Easington, South Hetton and Haswell

Easington village

Victorian maps of the Easington area of eastern Durham show an undeveloped, quiet landscape surrounding the rural farming village of Easington which was then the focal point of east Durham and had been since medieval times.

Easington church
Easington, church of St Mary, thirteenth century and a Norman tower © David Simpson

In the 1850s Easington was described as a considerable village with a village green and was the home to four pubs, a steam corn mill, a police station and a post office. A large number of its tradesmen were cobblers and tailors serving the coal mining areas to the west.

Today, the bounds of the old part of the village are marked by Thorpe Road on its eastern side, a street called South Side (on the south side) and Rosemary Lane and Hall Walks marking the northern edge of the old village.

Village green Easington
The broad village green at Easington village looking out to sea © David Simpson

St Mary’s church marks the western limit of the old part of the village along with a neighbouring street that still has the intriguing old name of Clappersgate. Today the village retains its very large, undulating village green with its haphazard mix of older farm houses and cottages and houses of more modern times.

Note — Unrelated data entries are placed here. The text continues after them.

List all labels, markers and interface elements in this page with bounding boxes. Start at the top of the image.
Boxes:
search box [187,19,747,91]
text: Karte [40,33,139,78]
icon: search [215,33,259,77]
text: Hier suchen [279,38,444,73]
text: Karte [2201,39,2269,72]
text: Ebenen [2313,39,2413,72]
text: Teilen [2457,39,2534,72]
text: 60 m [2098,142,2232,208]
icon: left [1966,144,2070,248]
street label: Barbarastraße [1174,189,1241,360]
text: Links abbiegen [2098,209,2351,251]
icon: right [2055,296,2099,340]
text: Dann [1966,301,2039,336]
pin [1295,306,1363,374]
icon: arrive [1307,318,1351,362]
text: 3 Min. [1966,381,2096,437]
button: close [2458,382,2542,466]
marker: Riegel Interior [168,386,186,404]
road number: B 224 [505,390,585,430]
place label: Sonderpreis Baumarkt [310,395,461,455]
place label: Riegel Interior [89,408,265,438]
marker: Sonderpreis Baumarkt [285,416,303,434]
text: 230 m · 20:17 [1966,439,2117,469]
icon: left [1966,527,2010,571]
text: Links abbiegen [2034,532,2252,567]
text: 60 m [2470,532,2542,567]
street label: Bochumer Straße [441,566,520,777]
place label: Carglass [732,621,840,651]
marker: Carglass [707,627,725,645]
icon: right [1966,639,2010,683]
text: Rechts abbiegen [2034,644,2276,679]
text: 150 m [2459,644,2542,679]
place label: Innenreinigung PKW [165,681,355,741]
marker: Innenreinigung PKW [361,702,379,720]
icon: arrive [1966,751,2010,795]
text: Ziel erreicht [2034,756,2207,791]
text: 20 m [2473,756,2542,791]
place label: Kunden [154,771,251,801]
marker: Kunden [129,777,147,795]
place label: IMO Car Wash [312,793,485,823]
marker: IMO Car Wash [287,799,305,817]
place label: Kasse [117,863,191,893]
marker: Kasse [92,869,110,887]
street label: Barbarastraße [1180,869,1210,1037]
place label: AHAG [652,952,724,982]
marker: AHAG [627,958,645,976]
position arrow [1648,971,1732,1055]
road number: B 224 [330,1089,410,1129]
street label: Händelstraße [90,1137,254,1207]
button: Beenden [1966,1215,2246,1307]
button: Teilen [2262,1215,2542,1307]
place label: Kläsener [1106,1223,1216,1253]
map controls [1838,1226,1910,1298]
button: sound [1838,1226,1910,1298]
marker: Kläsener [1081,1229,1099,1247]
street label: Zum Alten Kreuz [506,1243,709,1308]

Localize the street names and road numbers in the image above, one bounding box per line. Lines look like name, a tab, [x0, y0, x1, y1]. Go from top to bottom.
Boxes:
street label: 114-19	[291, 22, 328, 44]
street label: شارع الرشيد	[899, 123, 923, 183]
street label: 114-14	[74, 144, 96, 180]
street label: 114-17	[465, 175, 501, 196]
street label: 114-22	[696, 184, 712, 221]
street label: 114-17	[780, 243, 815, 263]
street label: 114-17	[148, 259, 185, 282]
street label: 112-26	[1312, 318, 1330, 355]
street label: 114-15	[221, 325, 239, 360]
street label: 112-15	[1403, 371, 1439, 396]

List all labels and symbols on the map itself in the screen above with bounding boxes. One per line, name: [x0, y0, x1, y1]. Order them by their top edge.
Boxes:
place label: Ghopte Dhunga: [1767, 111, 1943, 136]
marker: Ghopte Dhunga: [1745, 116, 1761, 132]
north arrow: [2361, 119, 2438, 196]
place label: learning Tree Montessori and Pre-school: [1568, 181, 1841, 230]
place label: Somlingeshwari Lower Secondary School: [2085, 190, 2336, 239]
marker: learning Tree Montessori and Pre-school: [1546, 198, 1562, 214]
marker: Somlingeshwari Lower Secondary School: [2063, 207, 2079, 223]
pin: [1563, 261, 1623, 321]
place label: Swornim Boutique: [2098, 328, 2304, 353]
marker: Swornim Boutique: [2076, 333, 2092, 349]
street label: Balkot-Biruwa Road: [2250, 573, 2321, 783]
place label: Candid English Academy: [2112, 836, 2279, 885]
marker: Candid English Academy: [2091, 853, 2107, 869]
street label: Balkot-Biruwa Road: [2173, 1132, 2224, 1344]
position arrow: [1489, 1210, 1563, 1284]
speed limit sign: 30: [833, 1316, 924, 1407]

The principal buildings of historic interest in the village are the Norman church of St Mary and the impressive old house in Hall Walk called Seaton Holme that was formerly Easington rectory.

Easington church
Easington church © David Simpson

The church is mostly Early English, of the thirteenth century and it is the church tower that is Norman. The tower once served as a useful landmark for mariners out at sea. Standing outside the church wall you get a view across the the village green with the backdrop of the sea. Inside, the church is also of interest with pews that date from the 1600s.

Seaton Holme, Easington
Seaton Holme, Easington dates to the thirteenth century. Photo David Simpson ©

The substantial former rectory called Seaton Holme just north of the church is at its core a thirteenth century stone house with other medieval buildings to its rear. It is a very substantial hall for a building of this period and reflects the important status of the rectory of Easington which was usually held by the Archdeacons of Durham in medieval times.

Seaton Holme
Seaton Holme © David Simpson

Nicholas Breakspear, who later became Adrian IV, the only English pope is said to have resided here. One of the rectors connected with the building was George Liddell, grandfather of Alice Liddell on whom Lewis Carroll based his Alice in Wonderland stories.

On the western outskirts of Easington near a slip road adjoining the busy A19 is the tower of a former windmill once used in the milling of corn into flour. Known as Jackson’s windmill from the family who operated the mill, it was still in use at the time of the first edition of the Ordnance Survey map in the 1860s but had fallen out of use by the time of the second edition later that century.

Easington windmill
Easington windmill © David Simpson

The windmill was converted into a private house in the 1970s and 1980s and passing motorists on the A19 often catch a glimpse. A windmill was first recorded in Easington in 1260.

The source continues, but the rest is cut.